Top of Data for review

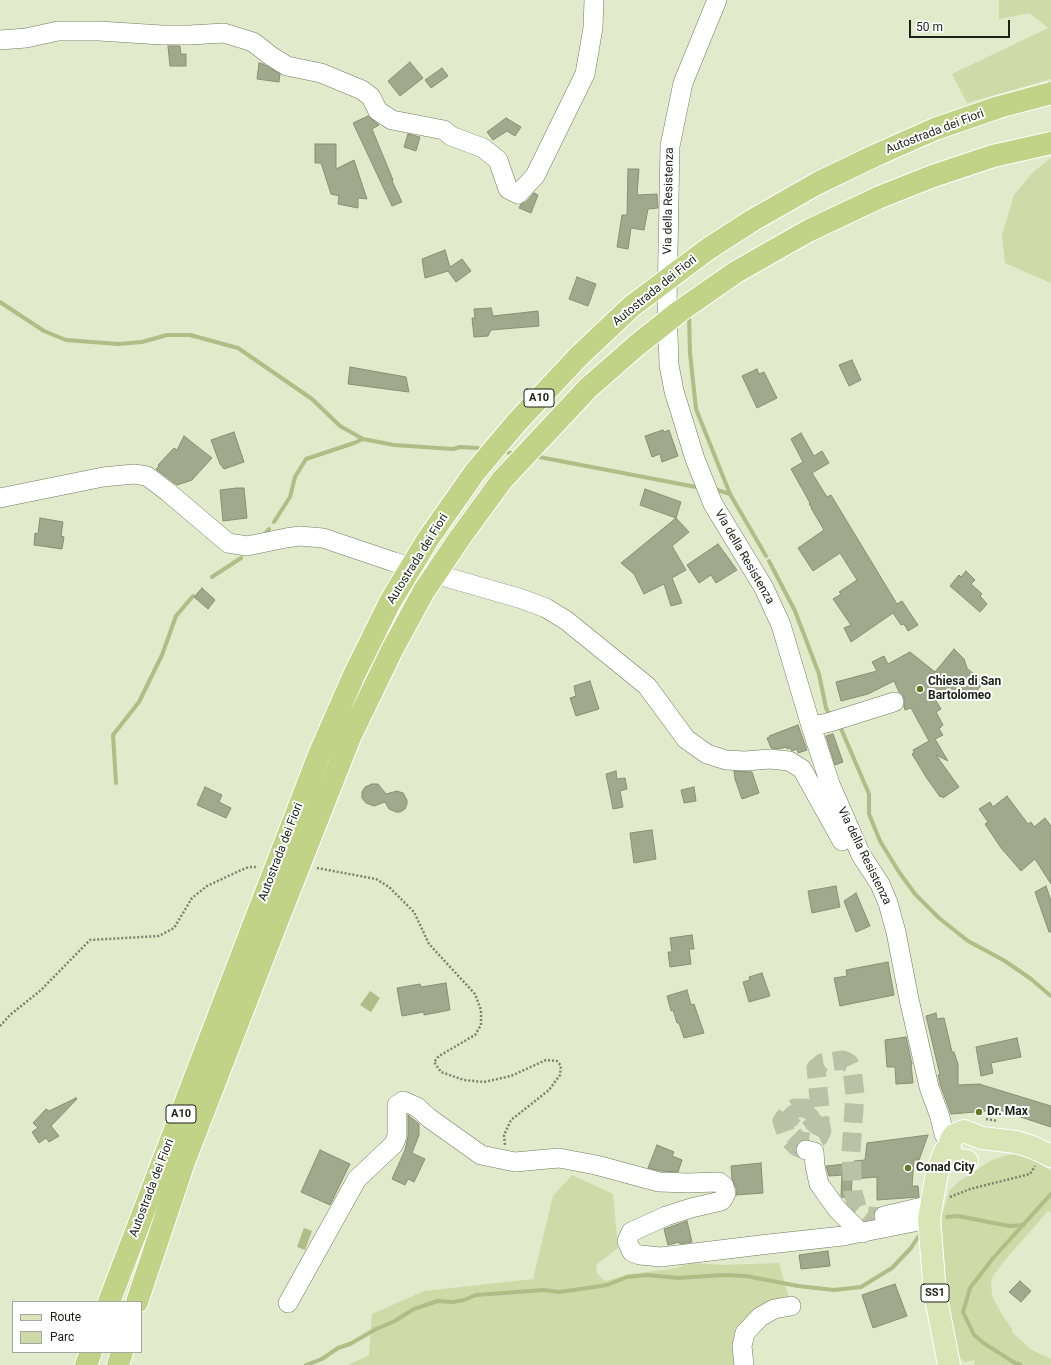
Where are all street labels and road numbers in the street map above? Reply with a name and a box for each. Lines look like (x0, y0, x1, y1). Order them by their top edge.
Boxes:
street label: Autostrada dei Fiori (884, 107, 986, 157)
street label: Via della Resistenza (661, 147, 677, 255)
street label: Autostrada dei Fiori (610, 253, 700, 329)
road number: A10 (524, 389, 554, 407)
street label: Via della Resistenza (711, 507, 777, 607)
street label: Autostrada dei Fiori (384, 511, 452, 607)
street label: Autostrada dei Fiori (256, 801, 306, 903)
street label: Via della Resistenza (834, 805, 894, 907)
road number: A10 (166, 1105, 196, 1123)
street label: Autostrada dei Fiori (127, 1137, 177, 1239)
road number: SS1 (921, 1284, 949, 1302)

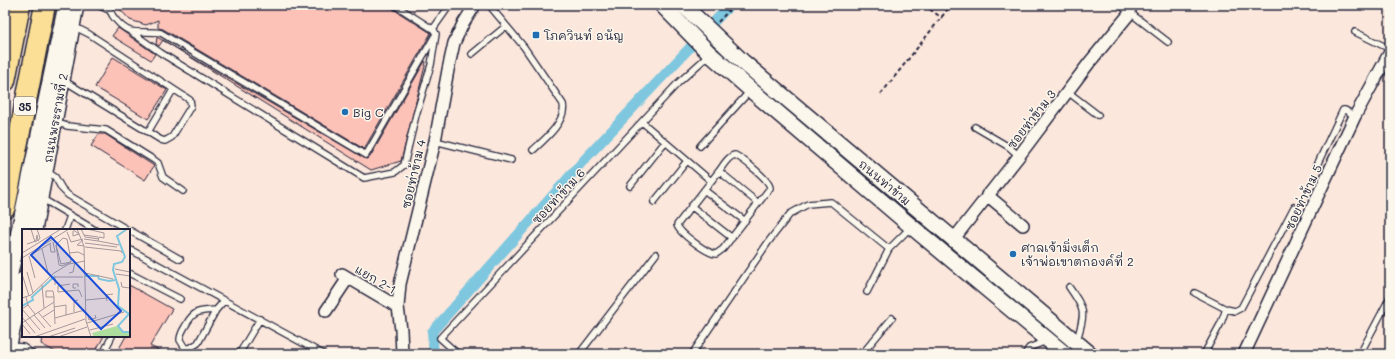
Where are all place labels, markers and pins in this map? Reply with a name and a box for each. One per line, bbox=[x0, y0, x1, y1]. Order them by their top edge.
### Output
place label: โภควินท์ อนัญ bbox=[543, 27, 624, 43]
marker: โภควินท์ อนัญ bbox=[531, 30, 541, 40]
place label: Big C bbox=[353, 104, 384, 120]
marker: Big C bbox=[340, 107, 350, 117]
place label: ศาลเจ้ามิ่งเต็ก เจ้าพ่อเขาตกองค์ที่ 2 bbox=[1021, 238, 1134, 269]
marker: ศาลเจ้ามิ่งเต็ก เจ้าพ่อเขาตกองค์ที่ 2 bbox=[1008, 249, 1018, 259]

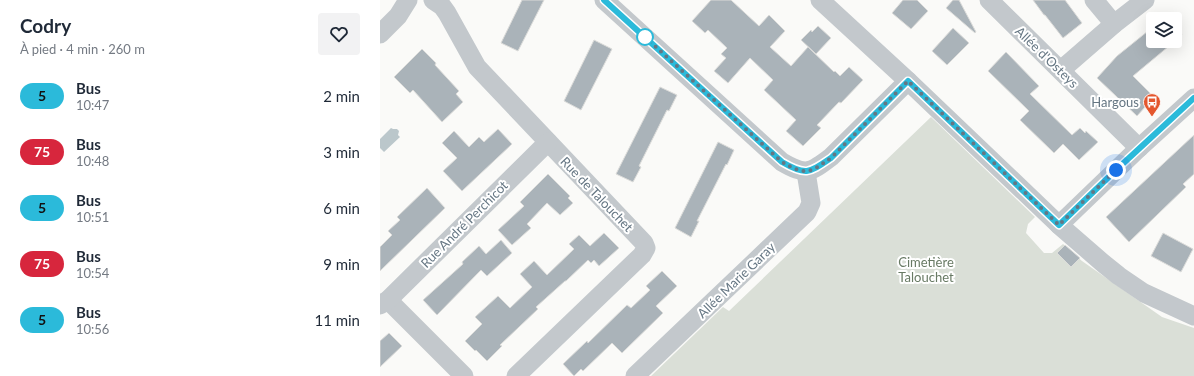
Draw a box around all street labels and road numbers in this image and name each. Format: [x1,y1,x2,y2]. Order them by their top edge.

Bottom of Data for review
Top of Data for review

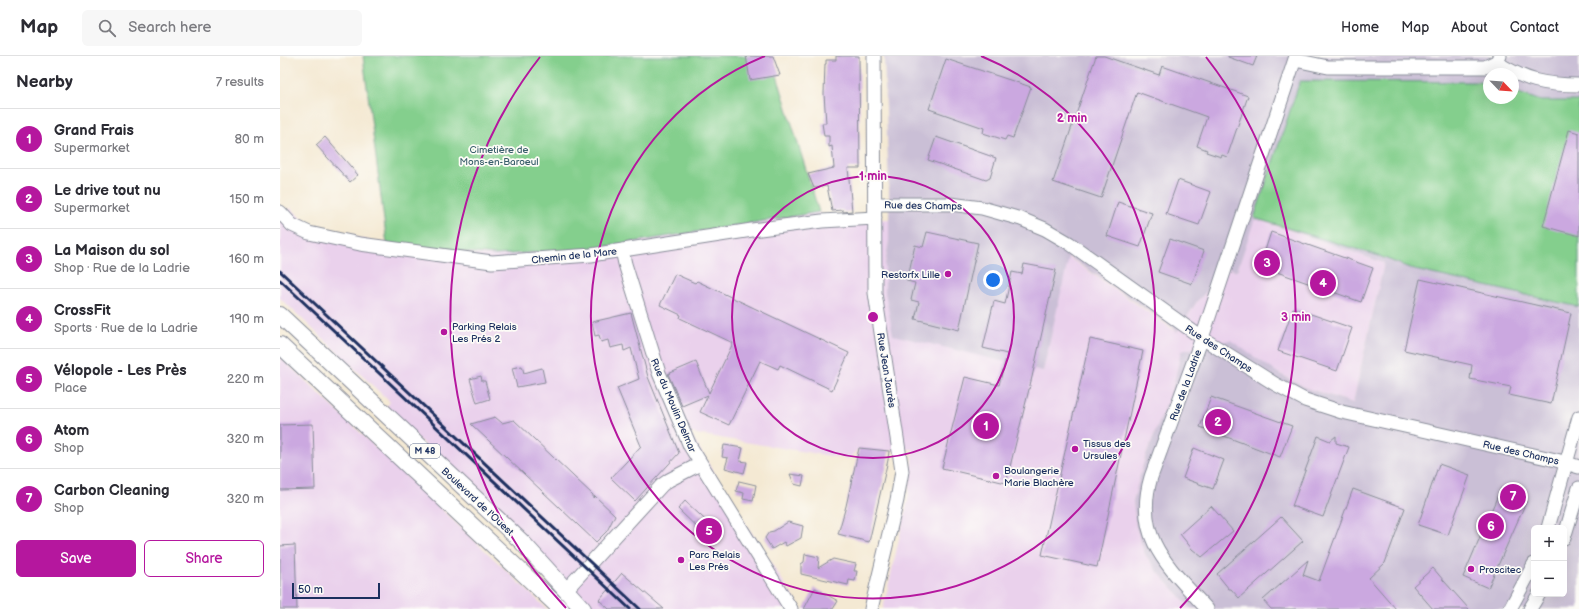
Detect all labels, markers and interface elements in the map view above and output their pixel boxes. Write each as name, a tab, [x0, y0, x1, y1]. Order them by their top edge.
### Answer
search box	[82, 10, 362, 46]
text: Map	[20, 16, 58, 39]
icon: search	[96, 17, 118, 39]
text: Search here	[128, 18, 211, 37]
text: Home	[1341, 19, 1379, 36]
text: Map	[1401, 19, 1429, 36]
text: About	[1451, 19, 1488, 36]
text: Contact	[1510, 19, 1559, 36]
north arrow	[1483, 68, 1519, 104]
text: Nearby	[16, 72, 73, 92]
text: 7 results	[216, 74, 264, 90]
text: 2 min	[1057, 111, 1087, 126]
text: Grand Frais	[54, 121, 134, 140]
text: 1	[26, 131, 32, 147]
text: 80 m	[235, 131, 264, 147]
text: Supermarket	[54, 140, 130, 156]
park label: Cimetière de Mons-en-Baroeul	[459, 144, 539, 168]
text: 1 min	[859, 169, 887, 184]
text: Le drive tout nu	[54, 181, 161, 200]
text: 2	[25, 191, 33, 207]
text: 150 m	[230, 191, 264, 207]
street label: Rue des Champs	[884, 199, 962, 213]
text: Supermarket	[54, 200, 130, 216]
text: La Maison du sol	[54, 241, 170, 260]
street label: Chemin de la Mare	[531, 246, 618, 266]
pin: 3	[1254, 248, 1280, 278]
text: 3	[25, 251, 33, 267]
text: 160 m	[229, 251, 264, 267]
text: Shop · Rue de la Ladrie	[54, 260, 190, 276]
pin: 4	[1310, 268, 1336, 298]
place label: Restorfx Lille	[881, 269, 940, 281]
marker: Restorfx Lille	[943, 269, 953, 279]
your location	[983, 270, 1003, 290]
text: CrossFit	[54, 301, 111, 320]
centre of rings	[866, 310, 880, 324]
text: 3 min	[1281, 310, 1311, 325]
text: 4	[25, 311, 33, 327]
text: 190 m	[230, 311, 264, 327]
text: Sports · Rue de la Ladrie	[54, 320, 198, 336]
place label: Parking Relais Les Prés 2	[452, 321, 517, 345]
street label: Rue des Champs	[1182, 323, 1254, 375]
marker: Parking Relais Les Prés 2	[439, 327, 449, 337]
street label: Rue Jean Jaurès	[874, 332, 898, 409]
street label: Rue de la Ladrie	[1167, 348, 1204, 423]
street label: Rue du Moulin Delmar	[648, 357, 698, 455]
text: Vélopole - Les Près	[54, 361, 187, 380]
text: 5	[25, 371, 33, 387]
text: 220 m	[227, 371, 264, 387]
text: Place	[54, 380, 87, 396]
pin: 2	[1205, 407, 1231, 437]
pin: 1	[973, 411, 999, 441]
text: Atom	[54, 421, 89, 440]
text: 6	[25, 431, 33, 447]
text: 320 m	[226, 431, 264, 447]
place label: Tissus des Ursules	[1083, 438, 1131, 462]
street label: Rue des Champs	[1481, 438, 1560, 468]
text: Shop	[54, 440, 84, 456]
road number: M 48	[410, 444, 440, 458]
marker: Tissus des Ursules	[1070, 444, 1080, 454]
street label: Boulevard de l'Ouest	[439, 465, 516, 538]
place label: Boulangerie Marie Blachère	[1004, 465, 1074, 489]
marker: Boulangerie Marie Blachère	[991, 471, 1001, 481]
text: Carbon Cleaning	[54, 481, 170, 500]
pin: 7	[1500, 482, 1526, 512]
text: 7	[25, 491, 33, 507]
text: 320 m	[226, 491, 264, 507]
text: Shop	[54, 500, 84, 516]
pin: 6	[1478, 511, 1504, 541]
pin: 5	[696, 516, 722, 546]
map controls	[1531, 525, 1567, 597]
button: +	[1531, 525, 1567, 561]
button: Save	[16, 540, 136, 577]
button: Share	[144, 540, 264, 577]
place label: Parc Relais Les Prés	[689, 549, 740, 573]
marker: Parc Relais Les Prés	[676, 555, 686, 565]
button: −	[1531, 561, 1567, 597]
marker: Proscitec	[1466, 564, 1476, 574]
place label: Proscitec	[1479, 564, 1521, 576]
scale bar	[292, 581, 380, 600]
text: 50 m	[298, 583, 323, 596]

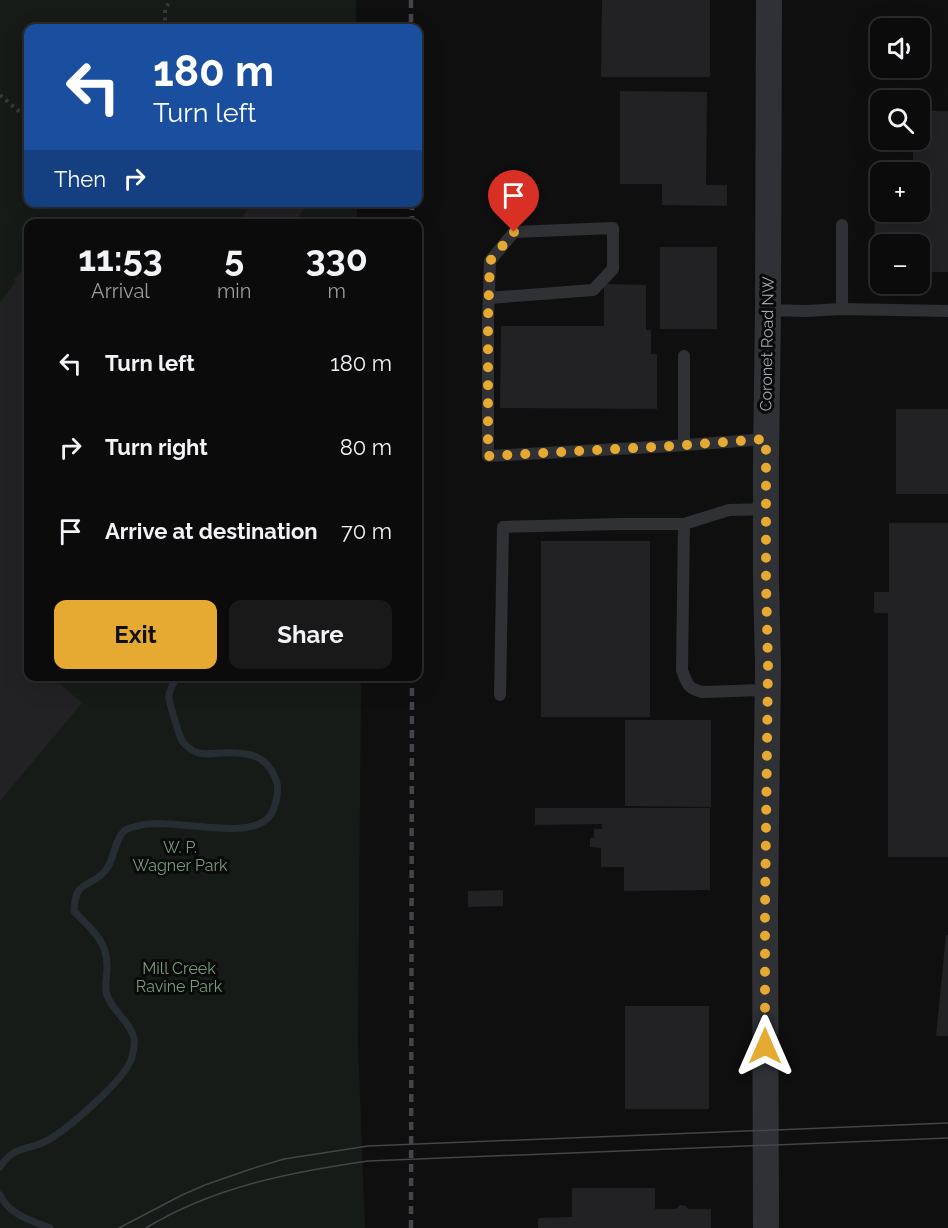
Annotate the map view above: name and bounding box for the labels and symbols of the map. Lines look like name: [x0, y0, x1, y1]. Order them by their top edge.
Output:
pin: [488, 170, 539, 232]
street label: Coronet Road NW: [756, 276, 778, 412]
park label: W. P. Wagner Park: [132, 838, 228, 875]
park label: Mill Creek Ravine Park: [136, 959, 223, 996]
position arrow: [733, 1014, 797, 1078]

Bottom of Data for review

* Problem description
The result should be every line that contains "name", copied from the entries.

* Response area
Where are all street labels and road numbers in the street map above? Reply with a name and a box for each. Lines look like (x0, y0, x1, y1). Order them by their top edge.
Where are all place labels, markers and pins in this map? Reply with a name and a box for each. One per line, bbox=[x0, y0, x1, y1]. Order them by their top edge.
Draw a box around all street labels and road numbers in this image and name each. Format: [x1,y1,x2,y2]. Order them by their top edge.
Detect all labels, markers and interface elements in the map view above and output their pixel boxes. Write each as name, a tab, [x0, y0, x1, y1]. Order them by their top edge.
Annotate the map view above: name and bounding box for the labels and symbols of the map. Lines look like name: [x0, y0, x1, y1]. Order them by their top edge.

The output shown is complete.